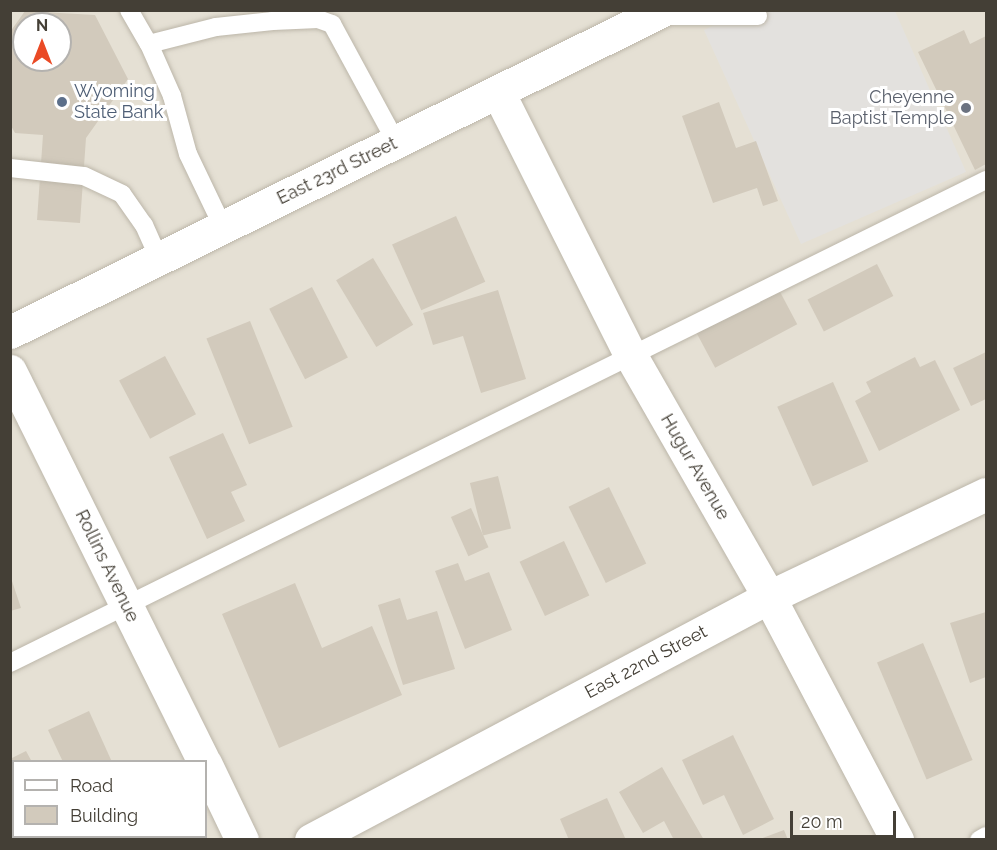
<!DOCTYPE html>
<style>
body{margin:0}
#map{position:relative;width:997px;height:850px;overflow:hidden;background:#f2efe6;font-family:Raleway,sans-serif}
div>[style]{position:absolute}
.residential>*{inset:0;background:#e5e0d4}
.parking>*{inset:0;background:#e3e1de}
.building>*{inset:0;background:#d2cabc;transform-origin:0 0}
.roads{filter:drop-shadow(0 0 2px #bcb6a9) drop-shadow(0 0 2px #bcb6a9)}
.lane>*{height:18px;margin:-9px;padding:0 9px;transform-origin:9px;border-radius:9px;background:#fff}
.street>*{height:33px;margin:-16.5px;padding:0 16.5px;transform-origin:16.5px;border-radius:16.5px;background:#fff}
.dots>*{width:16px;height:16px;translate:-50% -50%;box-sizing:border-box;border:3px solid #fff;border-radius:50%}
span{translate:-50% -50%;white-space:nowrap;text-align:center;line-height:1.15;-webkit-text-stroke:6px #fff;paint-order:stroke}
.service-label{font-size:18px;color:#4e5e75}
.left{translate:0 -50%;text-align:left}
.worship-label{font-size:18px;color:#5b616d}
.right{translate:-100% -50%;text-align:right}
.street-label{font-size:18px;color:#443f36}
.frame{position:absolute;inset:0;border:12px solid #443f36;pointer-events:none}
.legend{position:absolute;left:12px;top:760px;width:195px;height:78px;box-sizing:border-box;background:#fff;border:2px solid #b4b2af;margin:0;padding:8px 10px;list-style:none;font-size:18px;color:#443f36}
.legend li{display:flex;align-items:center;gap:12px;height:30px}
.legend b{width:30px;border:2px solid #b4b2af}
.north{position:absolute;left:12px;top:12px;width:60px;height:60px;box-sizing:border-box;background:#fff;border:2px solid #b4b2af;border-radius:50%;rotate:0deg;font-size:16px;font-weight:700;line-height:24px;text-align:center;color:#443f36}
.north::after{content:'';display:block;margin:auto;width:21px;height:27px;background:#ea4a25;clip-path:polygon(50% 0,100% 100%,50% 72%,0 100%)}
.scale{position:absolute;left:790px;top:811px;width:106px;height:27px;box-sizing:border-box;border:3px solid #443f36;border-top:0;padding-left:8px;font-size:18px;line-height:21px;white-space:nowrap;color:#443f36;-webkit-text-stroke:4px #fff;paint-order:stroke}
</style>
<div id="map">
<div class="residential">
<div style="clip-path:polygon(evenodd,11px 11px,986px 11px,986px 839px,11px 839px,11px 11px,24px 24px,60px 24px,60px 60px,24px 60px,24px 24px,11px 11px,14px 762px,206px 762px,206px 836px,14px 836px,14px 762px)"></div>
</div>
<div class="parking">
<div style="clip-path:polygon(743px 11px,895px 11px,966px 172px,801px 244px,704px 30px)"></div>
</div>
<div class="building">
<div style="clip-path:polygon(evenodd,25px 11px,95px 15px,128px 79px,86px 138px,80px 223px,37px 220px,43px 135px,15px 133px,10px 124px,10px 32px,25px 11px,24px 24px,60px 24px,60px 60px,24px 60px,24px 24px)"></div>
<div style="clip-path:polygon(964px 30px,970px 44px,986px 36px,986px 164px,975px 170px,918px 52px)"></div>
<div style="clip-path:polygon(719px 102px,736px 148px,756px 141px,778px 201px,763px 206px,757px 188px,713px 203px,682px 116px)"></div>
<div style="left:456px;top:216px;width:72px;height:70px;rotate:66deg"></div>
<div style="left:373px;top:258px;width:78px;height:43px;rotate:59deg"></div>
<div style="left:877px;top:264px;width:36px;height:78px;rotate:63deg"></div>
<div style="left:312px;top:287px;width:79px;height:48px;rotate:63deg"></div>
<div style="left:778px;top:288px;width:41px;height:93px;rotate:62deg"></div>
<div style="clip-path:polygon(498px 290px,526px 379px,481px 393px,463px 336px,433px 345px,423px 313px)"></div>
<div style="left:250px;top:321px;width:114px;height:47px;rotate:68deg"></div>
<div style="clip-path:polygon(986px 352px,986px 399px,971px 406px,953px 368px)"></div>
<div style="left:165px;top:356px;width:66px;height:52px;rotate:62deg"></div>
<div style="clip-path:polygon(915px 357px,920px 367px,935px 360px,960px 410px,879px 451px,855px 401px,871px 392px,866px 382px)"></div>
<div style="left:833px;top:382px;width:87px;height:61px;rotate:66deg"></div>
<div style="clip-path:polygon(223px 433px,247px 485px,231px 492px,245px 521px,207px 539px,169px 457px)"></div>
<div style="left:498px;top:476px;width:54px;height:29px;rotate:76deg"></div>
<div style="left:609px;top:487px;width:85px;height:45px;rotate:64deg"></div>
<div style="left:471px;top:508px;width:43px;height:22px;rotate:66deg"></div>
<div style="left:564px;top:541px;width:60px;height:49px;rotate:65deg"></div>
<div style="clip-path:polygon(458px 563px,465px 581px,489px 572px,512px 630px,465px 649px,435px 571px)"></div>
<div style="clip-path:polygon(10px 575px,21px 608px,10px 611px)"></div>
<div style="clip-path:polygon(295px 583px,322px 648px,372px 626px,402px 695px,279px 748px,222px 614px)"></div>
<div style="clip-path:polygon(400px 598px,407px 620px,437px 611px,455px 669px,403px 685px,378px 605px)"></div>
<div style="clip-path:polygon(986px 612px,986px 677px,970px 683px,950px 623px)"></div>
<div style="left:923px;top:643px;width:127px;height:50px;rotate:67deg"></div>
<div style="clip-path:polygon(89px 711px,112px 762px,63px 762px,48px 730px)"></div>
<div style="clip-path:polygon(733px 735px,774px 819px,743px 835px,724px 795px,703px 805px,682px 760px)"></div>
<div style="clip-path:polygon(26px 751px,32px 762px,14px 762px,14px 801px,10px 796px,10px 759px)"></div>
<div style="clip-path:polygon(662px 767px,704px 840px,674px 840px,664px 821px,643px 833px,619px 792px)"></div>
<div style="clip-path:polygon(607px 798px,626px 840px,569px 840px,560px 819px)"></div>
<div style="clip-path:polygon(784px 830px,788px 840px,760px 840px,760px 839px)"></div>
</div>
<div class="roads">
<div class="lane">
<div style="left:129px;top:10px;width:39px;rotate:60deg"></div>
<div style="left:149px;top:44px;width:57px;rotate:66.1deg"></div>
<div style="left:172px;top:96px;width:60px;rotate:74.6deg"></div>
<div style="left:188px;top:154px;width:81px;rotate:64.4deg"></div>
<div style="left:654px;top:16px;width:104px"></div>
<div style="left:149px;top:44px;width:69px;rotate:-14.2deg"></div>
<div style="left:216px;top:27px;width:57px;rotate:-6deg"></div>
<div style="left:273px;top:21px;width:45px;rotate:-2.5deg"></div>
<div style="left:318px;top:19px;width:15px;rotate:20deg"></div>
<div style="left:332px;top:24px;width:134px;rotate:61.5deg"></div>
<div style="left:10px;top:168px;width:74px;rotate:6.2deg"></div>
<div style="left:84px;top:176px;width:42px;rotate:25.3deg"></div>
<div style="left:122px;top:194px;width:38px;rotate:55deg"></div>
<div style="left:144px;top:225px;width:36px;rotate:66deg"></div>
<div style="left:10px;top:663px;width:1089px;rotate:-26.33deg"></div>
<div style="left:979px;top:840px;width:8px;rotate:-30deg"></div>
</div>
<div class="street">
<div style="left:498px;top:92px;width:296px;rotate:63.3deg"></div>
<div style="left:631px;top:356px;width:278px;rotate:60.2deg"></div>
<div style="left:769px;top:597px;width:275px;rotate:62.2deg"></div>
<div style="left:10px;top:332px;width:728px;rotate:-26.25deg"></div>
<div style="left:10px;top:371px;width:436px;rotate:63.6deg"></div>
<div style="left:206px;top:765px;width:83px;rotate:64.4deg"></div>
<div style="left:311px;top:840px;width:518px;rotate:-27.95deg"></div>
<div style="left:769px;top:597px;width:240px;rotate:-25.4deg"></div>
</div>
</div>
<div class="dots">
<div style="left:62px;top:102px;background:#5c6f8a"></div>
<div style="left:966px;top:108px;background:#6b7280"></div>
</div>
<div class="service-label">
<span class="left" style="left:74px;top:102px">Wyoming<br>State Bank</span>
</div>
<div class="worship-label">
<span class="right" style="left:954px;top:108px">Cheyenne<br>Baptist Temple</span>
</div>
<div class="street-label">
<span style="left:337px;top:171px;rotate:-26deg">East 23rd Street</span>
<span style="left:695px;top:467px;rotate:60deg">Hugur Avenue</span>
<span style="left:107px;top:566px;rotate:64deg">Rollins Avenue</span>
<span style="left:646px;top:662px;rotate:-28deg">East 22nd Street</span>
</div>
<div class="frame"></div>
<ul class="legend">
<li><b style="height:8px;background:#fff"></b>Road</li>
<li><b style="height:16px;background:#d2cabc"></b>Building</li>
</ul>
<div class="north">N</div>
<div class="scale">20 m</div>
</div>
┄┄┄┄┄┄
# YOUR ASSIGNMENT
Which of the lines in the material above contain "lane"? Copy each one out.

# ANSWER TO THIS EXERCISE
.lane>*{height:18px;margin:-9px;padding:0 9px;transform-origin:9px;border-radius:9px;background:#fff}
<div class="lane">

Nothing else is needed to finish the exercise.